▸ **About this task**: Reproduce all entries below verbatim. Skip the pictures.

▸ **Records for this exercise**:
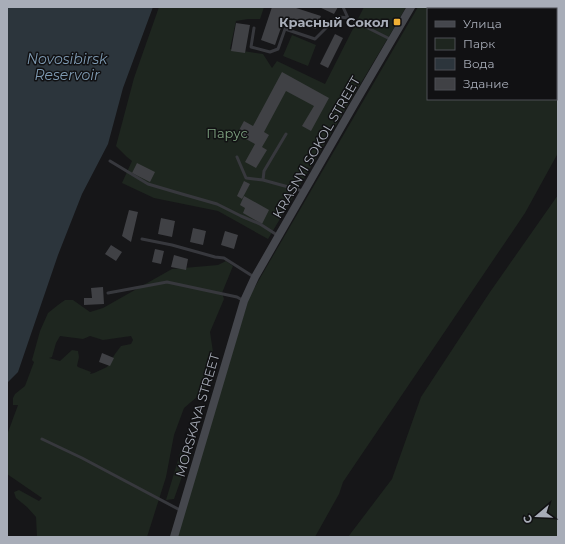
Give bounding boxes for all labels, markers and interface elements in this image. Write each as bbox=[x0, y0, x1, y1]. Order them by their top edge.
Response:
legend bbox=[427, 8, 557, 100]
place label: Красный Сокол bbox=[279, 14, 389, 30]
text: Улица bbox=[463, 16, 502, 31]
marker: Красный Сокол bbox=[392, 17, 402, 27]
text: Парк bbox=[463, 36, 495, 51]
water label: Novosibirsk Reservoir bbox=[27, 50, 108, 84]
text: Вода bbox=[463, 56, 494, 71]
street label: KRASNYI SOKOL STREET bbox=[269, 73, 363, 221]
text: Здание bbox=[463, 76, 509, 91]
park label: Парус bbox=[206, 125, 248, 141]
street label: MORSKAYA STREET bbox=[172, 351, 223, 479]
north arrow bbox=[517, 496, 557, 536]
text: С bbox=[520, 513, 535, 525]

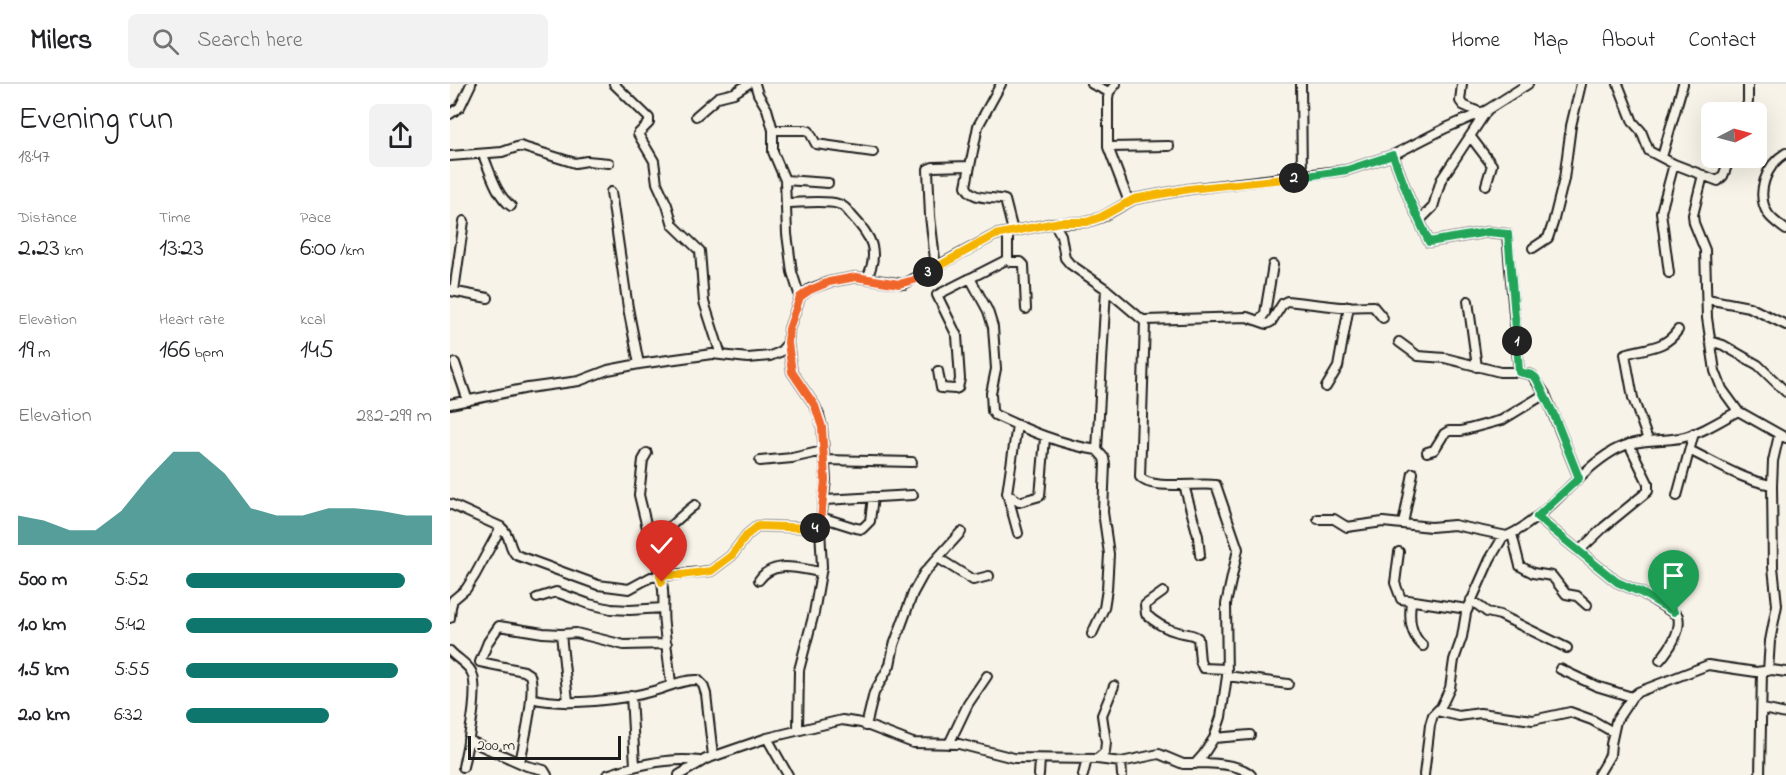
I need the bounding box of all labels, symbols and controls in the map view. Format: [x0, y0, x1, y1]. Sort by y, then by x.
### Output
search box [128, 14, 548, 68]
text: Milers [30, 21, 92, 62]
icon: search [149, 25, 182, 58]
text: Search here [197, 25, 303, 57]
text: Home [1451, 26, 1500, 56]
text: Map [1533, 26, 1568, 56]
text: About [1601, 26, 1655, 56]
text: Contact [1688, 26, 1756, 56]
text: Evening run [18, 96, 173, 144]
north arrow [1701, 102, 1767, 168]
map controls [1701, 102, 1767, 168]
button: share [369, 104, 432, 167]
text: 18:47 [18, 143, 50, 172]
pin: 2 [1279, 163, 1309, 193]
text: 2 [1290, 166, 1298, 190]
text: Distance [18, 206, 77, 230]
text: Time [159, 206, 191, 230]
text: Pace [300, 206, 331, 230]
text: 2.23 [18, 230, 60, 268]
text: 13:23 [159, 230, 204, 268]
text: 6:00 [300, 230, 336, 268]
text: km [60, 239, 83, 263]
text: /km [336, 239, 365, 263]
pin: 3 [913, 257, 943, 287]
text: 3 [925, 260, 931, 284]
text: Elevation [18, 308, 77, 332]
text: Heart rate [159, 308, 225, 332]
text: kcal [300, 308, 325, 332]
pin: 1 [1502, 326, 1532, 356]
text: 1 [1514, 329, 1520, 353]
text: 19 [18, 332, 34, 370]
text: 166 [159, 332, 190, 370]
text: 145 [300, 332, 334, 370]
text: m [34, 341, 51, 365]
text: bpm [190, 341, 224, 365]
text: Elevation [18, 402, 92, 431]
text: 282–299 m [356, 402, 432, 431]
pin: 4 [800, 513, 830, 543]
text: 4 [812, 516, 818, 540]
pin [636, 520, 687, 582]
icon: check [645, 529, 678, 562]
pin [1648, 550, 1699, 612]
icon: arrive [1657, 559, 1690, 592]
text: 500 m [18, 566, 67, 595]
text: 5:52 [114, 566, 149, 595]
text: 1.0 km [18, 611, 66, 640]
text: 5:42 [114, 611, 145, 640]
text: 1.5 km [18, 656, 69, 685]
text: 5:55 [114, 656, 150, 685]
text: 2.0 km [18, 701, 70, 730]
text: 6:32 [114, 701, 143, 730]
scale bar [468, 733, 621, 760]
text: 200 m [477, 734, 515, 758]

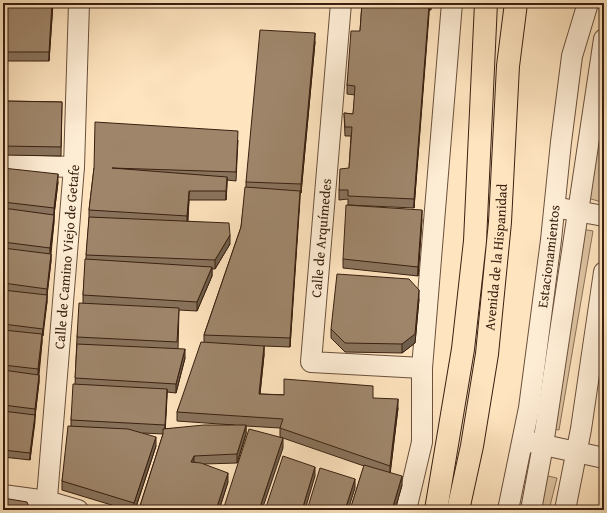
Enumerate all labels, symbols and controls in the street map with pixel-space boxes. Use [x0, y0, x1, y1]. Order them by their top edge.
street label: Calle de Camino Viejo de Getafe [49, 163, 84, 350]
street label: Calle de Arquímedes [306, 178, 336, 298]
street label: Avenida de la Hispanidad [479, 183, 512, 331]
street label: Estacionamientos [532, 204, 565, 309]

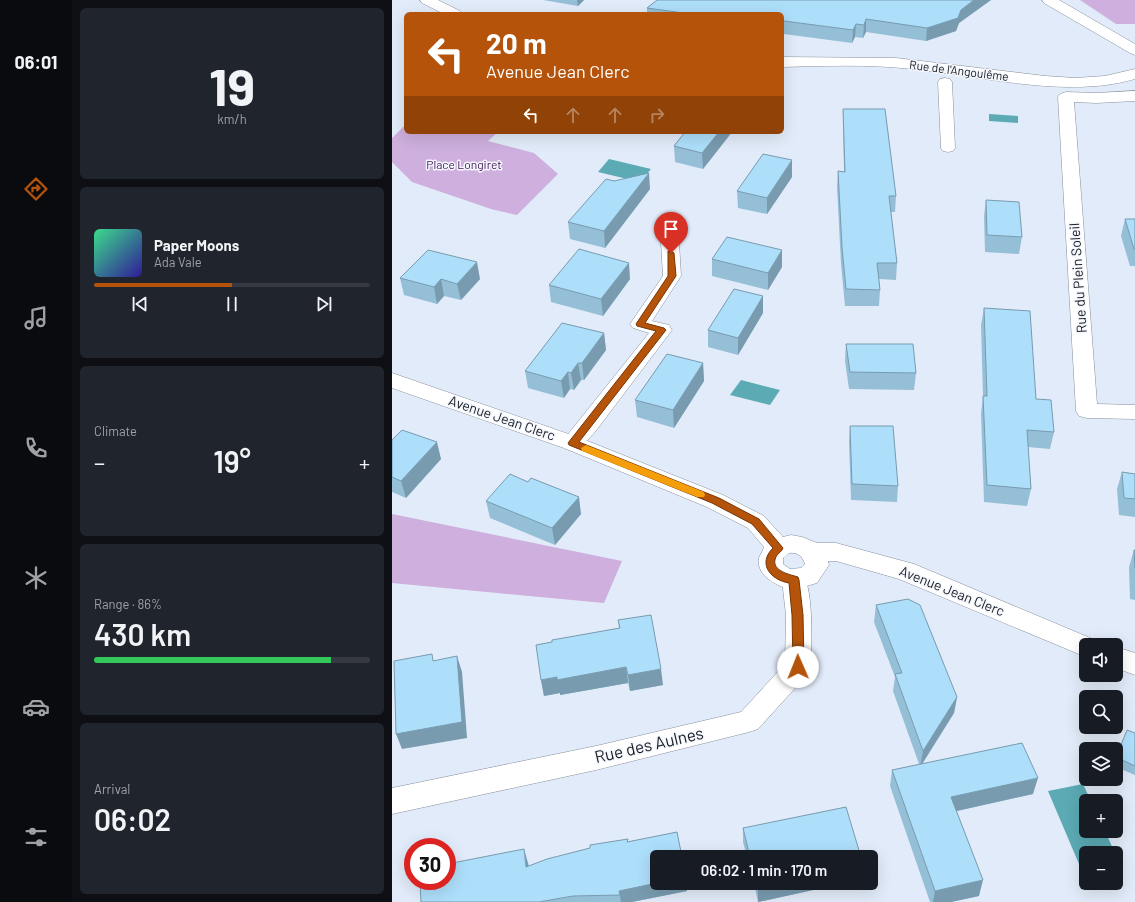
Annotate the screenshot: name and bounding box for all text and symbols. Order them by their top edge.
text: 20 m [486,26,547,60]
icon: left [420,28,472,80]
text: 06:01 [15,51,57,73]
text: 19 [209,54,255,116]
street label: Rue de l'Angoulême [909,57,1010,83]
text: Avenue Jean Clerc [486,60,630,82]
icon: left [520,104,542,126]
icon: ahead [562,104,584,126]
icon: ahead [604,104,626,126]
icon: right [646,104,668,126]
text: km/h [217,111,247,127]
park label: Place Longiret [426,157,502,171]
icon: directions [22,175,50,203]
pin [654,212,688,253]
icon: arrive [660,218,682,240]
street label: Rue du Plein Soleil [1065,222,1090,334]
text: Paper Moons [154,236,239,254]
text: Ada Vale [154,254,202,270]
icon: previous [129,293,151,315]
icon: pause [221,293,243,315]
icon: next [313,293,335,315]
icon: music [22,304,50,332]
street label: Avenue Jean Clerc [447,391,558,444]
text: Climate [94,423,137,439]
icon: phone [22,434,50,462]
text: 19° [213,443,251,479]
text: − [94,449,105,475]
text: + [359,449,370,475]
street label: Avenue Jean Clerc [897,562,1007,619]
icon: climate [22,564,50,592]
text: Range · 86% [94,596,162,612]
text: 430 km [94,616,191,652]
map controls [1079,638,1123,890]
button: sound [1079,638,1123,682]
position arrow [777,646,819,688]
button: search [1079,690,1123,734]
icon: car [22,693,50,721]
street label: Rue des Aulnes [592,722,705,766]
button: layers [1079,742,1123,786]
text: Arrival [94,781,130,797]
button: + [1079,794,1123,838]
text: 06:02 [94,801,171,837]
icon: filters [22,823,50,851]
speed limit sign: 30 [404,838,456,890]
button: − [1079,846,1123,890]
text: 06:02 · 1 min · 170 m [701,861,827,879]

▸ **Response area**:
Give bounding boxes for all labels, markers and interface elements in this image. Write each as bbox=[x0, y0, x1, y1]. Order them by their top edge.
Response:
legend bbox=[427, 8, 557, 100]
place label: Красный Сокол bbox=[279, 14, 389, 30]
text: Улица bbox=[463, 16, 502, 31]
marker: Красный Сокол bbox=[392, 17, 402, 27]
text: Парк bbox=[463, 36, 495, 51]
water label: Novosibirsk Reservoir bbox=[27, 50, 108, 84]
text: Вода bbox=[463, 56, 494, 71]
street label: KRASNYI SOKOL STREET bbox=[269, 73, 363, 221]
text: Здание bbox=[463, 76, 509, 91]
park label: Парус bbox=[206, 125, 248, 141]
street label: MORSKAYA STREET bbox=[172, 351, 223, 479]
north arrow bbox=[517, 496, 557, 536]
text: С bbox=[520, 513, 535, 525]

I need the bounding box of all labels, symbols and controls in the map view. Format: [x0, y0, x1, y1]. Sort by y, then by x.
### Output
search box [128, 14, 548, 68]
text: Milers [30, 21, 92, 62]
icon: search [149, 25, 182, 58]
text: Search here [197, 25, 303, 57]
text: Home [1451, 26, 1500, 56]
text: Map [1533, 26, 1568, 56]
text: About [1601, 26, 1655, 56]
text: Contact [1688, 26, 1756, 56]
text: Evening run [18, 96, 173, 144]
north arrow [1701, 102, 1767, 168]
map controls [1701, 102, 1767, 168]
button: share [369, 104, 432, 167]
text: 18:47 [18, 143, 50, 172]
pin: 2 [1279, 163, 1309, 193]
text: 2 [1290, 166, 1298, 190]
text: Distance [18, 206, 77, 230]
text: Time [159, 206, 191, 230]
text: Pace [300, 206, 331, 230]
text: 2.23 [18, 230, 60, 268]
text: 13:23 [159, 230, 204, 268]
text: 6:00 [300, 230, 336, 268]
text: km [60, 239, 83, 263]
text: /km [336, 239, 365, 263]
pin: 3 [913, 257, 943, 287]
text: 3 [925, 260, 931, 284]
text: Elevation [18, 308, 77, 332]
text: Heart rate [159, 308, 225, 332]
text: kcal [300, 308, 325, 332]
pin: 1 [1502, 326, 1532, 356]
text: 1 [1514, 329, 1520, 353]
text: 19 [18, 332, 34, 370]
text: 166 [159, 332, 190, 370]
text: 145 [300, 332, 334, 370]
text: m [34, 341, 51, 365]
text: bpm [190, 341, 224, 365]
text: Elevation [18, 402, 92, 431]
text: 282–299 m [356, 402, 432, 431]
pin: 4 [800, 513, 830, 543]
text: 4 [812, 516, 818, 540]
pin [636, 520, 687, 582]
icon: check [645, 529, 678, 562]
pin [1648, 550, 1699, 612]
icon: arrive [1657, 559, 1690, 592]
text: 500 m [18, 566, 67, 595]
text: 5:52 [114, 566, 149, 595]
text: 1.0 km [18, 611, 66, 640]
text: 5:42 [114, 611, 145, 640]
text: 1.5 km [18, 656, 69, 685]
text: 5:55 [114, 656, 150, 685]
text: 2.0 km [18, 701, 70, 730]
text: 6:32 [114, 701, 143, 730]
scale bar [468, 733, 621, 760]
text: 200 m [477, 734, 515, 758]

Enumerate all labels, symbols and controls in the street map with pixel-space boxes. Use [x0, y0, x1, y1]. Order them by their top edge.
street label: Calle de Camino Viejo de Getafe [49, 163, 84, 350]
street label: Calle de Arquímedes [306, 178, 336, 298]
street label: Avenida de la Hispanidad [479, 183, 512, 331]
street label: Estacionamientos [532, 204, 565, 309]

Annotate the screenshot: name and bounding box for all text and symbols. Order them by their top edge.
text: 20 m [486,26,547,60]
icon: left [420,28,472,80]
text: 06:01 [15,51,57,73]
text: 19 [209,54,255,116]
street label: Rue de l'Angoulême [909,57,1010,83]
text: Avenue Jean Clerc [486,60,630,82]
icon: left [520,104,542,126]
icon: ahead [562,104,584,126]
icon: ahead [604,104,626,126]
icon: right [646,104,668,126]
text: km/h [217,111,247,127]
park label: Place Longiret [426,157,502,171]
icon: directions [22,175,50,203]
pin [654,212,688,253]
icon: arrive [660,218,682,240]
street label: Rue du Plein Soleil [1065,222,1090,334]
text: Paper Moons [154,236,239,254]
text: Ada Vale [154,254,202,270]
icon: previous [129,293,151,315]
icon: pause [221,293,243,315]
icon: next [313,293,335,315]
icon: music [22,304,50,332]
street label: Avenue Jean Clerc [447,391,558,444]
text: Climate [94,423,137,439]
icon: phone [22,434,50,462]
text: 19° [213,443,251,479]
text: − [94,449,105,475]
text: + [359,449,370,475]
street label: Avenue Jean Clerc [897,562,1007,619]
icon: climate [22,564,50,592]
text: Range · 86% [94,596,162,612]
text: 430 km [94,616,191,652]
map controls [1079,638,1123,890]
button: sound [1079,638,1123,682]
position arrow [777,646,819,688]
button: search [1079,690,1123,734]
icon: car [22,693,50,721]
street label: Rue des Aulnes [592,722,705,766]
button: layers [1079,742,1123,786]
text: Arrival [94,781,130,797]
button: + [1079,794,1123,838]
text: 06:02 [94,801,171,837]
icon: filters [22,823,50,851]
speed limit sign: 30 [404,838,456,890]
button: − [1079,846,1123,890]
text: 06:02 · 1 min · 170 m [701,861,827,879]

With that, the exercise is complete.